I don’t think people arr going to dismiss a notice requirement based on the parties subjectivly deciding themselves who is impacted or not. It’s going to boil down to an objective standard that appeases the law or precedent
I don’t think that’s how it works. A judge has to decide if a party is adversely impacted. it’s not enough for the the new board to just say the mailing wasn’t done so the contract is void. There could be a landowner out there who claims harm and is in close enough proximity to the district to qualify but they have to file suit and argue why the agreement will harm them.
 

JAB

Well-Known Member
Because the relevant statute says "all affected landowners". I'd have to go back and read the Agreement, but I believe not every single landowner in the District was affected by it, therefore no requirement to mail them a copy before the January meeting.
I'm really confused. How is that any different than what I stated in the post you quoted? If any landowner didn't get a mailing and chooses to object, it becomes a question of whether that landowner is legally considered "affected." We're saying the same thing, so I'm still confused why you chose to point out the mailing deadline in response to my post.
 

flynnibus

Premium Member
The contributors don't necessarily "work in that environment."
I read that piece and clearly its not written from a legal review perspective but something written to just be an article- with it’s own freedoms.

I mean we don’t need to look beyond Desantis himself to prove that credentials alone do not make an author authentic or credible…. Especially when self publishing an obvious “news” piece

Leg us know when he publishes it in a journal
 

GoofGoof

Premium Member
See this is what happens on these threads… I make a comment that Disney has to “pay for it” and that turns into mind readers speculating on what I think, What I said is that Disney does not want to be in this media and cultural battle, and they don’t want to be in this Reedy Creek battle, and they don’t want to be investing money and energy in creative things that make money. That’s what I mean by “pay for it.” And you turned this into the debate of what you speculate I think about government rights.
My original premise, like many others, is businesses need to stay out of politics as much as possible.
I’ve noticed that this is a mostly pro-Disney forum, and if one says anything that’s a different perspective, one gets ganged up on here, with fallacies and emotional responses.
I do NOT support government over reach. All I did was say Disney stepped in it. I also said they could have better avoided it. Then that turned into “that’s not moral!l Then I said I’m not debating morality, all I said is many Disney executives regret stepping into this poop, and would have made more effort to avoid the situation. if they could get a redo.
So what you are saying is Disney stepped in it and is getting what they deserve now ;););););)
 

BuzzedPotatoHead89

Well-Known Member
I'd like to see the situation end as well, but I can tell you that this is still playing well with much of the ideological right. I listen to between three and five conservative podcasts per day, and they are all eating this up like it's chocolate pudding without a spoon.
I don’t doubt you’re right, but as someone who considers themselves “conservative”/Libertarian in the pro-free market sense, I wince at the thought that the majority political party using the full throated regulatory power of the state to impose a punitive response for speaking out against the majority political party’s legislation is in any way politically “conservative” in the traditional sense (regardless of the perceived merits of said legislation). This is just a very slippery slope these so called conservatives in their thirst for power are advocating, and I’d be saying the same thing if the left wing in California tried to specifically regulate Chick-fil-A, In-N-Out or Hobby Lobby for regulatory scrutiny or taxation.
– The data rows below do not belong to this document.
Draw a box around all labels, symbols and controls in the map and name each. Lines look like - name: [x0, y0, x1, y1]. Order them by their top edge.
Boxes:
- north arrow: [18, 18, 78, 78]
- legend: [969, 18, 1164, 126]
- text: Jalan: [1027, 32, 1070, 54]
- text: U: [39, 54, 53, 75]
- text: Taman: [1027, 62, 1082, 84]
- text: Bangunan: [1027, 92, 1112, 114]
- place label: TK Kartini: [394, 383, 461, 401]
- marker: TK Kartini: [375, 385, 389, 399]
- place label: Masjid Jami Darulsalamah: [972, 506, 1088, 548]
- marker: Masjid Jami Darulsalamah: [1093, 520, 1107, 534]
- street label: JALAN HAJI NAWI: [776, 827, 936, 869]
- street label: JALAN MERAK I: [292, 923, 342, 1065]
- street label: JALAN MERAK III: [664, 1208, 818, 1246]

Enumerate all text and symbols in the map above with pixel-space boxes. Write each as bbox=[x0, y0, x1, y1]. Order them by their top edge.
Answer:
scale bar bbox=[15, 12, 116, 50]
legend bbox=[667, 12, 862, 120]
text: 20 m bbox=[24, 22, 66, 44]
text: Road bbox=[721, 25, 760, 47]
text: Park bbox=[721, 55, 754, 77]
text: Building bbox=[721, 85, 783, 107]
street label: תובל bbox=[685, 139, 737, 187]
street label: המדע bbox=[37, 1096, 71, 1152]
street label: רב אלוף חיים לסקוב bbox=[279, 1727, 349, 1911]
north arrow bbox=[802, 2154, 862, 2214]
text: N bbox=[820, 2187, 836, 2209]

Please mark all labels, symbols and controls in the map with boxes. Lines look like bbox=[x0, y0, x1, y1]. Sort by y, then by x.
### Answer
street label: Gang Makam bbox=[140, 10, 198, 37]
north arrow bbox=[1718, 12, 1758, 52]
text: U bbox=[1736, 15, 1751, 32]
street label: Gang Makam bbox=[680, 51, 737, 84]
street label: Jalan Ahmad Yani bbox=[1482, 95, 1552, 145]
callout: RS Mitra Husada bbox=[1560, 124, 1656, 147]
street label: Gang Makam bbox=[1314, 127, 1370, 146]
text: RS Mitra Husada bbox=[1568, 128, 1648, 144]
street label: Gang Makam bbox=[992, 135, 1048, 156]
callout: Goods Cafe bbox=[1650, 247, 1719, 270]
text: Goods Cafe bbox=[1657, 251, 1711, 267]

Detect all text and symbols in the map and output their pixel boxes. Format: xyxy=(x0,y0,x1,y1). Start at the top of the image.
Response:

Milton Friedman and Adam Smith would be spinning in their graves. Maybe right-wing wannabe authoritarian opportunist. But if this is what passes as free market constitutional conservatism then I’m 6’11” and play for the Lakers.
 

flynnibus

Premium Member
I don’t think that’s how it works. A judge has to decide if a party is adversely impacted. it’s not enough for the the new board to just say the mailing wasn’t done so the contract is void.

Two different sentences- two different discussions.

I’m not talking about the board’s conclusions that they can void the contract… we were talking anout the notice requirements. Not what cones next.
 

GoofGoof

Premium Member
I'm really confused. How is that any different than what I stated in the post you quoted? If any landowner didn't get a mailing and chooses to object, it becomes a question of whether that landowner is legally considered "affected." We're saying the same thing, so I'm still confused why you chose to point out the mailing deadline in response to my post.
I think you guys are saying the same thing. If the proper mailings didn’t occur and if a landowner emerges with a complaint then a judge would decide whether they qualify as adversely impacted based on the reasons they give.
 

LAKid53

Official Member of the Girly Girl Fan Club
Premium Member
I don’t think that’s how it works. A judge has to decide if a party is adversely impacted. it’s not enough for the the new board to just say the mailing wasn’t done so the contract is void. There could be a landowner out there who claims harm and is in close enough proximity to the district to qualify but they have to file suit and argue why the agreement will harm them.

Correct. They have to demonstrate standing and harm.
 

flynnibus

Premium Member
My original premise, like many others, is businesses need to stay out of politics as much as possible.
And this is a naive perspective… or one abused by people willingly distorting it to fit their purpose.

You don’t think businesses should get involved in local planning? Like i dunno… thr interstate that stands to bypass their town? Or hoe about ghe new reporting requirements that will cause them undue burden? Or how about regulations in general? Or how about how they jnteract with their employees and customers?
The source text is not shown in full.